Thursday, February 26, 2015

New Digs

With age, at least for me, I have developed an ever-increasing awareness of how easy it is to settle into fixed routines. Examples might range from going to bed around the same time and eating the same food to reading the same type of books and mingling with the same type of people. While none of these habits are bad things, their collective danger - often invisible and odorless - is that they wrap persons of habit into a world of limited context, experience, knowledge-base and perspective. While appealing, their allure also carries the potential of limiting one's ability and even desire to communicate as well as they can.

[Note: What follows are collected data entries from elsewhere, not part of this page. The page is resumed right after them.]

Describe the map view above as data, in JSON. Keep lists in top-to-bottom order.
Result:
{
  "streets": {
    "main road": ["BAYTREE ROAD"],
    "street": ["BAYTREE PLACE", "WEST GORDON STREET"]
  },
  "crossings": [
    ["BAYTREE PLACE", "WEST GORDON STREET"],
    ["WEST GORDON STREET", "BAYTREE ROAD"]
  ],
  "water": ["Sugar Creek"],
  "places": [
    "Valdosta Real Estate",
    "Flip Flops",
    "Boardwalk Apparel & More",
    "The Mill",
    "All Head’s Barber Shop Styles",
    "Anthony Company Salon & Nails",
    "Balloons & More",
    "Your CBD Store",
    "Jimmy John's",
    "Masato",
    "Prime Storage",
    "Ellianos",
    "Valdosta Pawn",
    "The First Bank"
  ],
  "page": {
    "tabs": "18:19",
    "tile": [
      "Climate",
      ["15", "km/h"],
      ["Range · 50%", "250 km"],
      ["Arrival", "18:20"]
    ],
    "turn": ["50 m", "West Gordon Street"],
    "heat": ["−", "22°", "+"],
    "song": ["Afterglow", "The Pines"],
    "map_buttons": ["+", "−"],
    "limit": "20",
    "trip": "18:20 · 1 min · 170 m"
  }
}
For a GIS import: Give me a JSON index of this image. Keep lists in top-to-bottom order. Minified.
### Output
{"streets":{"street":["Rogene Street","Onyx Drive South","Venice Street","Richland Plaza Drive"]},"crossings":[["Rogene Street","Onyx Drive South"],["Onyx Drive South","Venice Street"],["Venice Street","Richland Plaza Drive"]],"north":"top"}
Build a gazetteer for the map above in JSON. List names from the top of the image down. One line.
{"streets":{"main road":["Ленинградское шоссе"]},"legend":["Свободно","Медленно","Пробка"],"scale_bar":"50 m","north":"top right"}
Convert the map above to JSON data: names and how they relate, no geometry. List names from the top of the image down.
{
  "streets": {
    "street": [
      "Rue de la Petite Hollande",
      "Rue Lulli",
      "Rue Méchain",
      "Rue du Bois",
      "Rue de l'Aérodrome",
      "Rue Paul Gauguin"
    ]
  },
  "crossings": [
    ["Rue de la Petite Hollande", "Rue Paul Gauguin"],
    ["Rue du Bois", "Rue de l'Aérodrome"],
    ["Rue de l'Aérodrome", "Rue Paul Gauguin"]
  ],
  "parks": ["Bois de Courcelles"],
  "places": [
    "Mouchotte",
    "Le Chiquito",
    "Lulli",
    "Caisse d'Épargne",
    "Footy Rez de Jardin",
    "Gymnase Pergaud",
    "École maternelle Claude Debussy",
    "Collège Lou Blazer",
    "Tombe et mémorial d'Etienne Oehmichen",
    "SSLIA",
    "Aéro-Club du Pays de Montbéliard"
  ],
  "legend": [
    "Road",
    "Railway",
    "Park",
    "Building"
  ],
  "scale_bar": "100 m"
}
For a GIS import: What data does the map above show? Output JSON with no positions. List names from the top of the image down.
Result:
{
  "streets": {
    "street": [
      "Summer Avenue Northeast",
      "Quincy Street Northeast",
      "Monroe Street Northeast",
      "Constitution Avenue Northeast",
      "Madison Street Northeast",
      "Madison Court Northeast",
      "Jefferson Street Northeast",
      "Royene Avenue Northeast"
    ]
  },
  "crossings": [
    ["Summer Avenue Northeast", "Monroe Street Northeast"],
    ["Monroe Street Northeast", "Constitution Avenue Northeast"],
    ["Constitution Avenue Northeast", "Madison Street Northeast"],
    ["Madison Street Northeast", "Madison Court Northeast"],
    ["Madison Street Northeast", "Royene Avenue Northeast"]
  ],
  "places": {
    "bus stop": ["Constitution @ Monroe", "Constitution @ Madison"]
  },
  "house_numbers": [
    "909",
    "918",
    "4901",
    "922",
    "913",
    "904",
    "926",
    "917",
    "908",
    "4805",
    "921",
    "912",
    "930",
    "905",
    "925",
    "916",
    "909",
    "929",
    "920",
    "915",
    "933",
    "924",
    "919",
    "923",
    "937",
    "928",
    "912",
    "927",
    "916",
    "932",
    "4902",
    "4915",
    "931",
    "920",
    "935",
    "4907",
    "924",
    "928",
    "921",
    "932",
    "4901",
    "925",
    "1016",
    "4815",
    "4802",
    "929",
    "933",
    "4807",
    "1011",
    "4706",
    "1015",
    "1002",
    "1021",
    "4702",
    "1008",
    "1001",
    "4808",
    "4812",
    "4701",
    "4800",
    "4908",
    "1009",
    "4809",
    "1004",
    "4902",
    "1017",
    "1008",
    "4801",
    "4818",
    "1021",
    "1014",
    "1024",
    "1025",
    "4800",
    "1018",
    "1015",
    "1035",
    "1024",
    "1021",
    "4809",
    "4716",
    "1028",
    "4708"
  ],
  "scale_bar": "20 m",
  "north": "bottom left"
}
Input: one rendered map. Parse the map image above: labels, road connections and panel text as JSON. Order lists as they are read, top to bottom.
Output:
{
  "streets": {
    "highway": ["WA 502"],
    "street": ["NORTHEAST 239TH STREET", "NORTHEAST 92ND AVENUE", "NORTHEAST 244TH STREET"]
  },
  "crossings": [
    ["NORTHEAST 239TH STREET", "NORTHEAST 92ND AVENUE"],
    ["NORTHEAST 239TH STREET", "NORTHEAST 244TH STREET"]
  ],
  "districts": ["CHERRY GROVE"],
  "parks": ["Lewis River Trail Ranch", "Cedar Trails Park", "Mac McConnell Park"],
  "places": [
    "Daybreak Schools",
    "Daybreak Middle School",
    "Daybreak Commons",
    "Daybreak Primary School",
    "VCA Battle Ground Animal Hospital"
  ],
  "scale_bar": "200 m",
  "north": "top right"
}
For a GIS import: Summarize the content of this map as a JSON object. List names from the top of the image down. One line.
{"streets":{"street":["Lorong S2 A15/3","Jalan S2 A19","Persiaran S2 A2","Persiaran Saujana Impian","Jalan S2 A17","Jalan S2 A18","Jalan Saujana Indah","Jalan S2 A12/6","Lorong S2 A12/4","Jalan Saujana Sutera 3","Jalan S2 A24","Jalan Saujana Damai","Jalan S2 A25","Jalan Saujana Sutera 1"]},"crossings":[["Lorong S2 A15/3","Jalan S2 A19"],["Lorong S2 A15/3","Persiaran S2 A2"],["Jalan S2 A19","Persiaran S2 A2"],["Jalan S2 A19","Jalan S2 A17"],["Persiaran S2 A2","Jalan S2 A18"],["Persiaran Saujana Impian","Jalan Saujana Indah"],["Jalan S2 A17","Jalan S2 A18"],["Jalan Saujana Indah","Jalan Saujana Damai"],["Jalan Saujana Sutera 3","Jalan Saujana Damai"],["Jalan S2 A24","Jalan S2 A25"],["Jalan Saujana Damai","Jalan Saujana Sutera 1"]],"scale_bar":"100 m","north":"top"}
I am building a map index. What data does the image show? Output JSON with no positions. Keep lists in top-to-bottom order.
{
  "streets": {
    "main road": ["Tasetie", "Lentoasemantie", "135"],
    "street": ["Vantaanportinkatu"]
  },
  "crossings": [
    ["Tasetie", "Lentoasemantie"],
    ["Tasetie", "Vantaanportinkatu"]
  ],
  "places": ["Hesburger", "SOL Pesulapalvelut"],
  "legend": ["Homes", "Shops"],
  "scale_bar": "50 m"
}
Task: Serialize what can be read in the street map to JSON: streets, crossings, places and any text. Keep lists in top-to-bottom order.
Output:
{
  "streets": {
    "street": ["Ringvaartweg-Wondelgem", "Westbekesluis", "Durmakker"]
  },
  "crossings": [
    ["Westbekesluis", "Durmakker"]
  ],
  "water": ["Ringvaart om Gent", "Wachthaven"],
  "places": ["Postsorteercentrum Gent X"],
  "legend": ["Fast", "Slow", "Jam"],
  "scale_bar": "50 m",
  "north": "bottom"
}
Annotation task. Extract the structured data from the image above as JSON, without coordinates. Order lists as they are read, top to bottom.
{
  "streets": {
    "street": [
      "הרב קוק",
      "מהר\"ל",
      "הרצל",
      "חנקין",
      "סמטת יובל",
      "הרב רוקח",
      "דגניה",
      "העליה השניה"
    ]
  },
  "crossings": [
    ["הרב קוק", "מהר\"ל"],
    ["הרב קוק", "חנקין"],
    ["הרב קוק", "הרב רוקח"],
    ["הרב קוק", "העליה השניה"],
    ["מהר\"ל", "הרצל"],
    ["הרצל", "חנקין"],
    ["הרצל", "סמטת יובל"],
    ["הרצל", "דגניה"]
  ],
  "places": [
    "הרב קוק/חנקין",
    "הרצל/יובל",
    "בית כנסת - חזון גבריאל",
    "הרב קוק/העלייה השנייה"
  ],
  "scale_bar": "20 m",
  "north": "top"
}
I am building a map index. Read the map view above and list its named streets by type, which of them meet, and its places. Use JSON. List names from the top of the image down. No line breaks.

As a person of many habits, I recognize the necessity of rattling one's own cage from time to time in order to impose a necessity to connect with others in ways unlike how one is or might be used to. Doing so helps keep our intellectual muscles sharp and flexible and slows down our eventual slide into stagnation. All this is to say that since my last blog entry, my wife and I have taken - for us - a major step outside our comfort zones. I have taken a four-month teaching assignment in Songdo, South Korea, literally across the world from our residence in Northern Virginia. Specifically, I am teaching several communication classes at George Mason University's campus in South Korea. My brave wife is sharing this adventure with me.

The still-new city of Songdo, then, is our new digs. Located next to the more established Incheon and approximately 60 miles north of Seoul, it is a clean and vibrant new locale. For us, this translates into new food choices, new acquaintances and friends, a new view outside our residential windows, and perhaps most importantly, the need to raise the bar on our communication skills. As of this writing, we are one week into this new adventure. I am happy to report that so far all is going well. For that to even come close to continuing, it is important we remain at or near the top of our communication game. Life calls for it. Life outside one's routine demands it.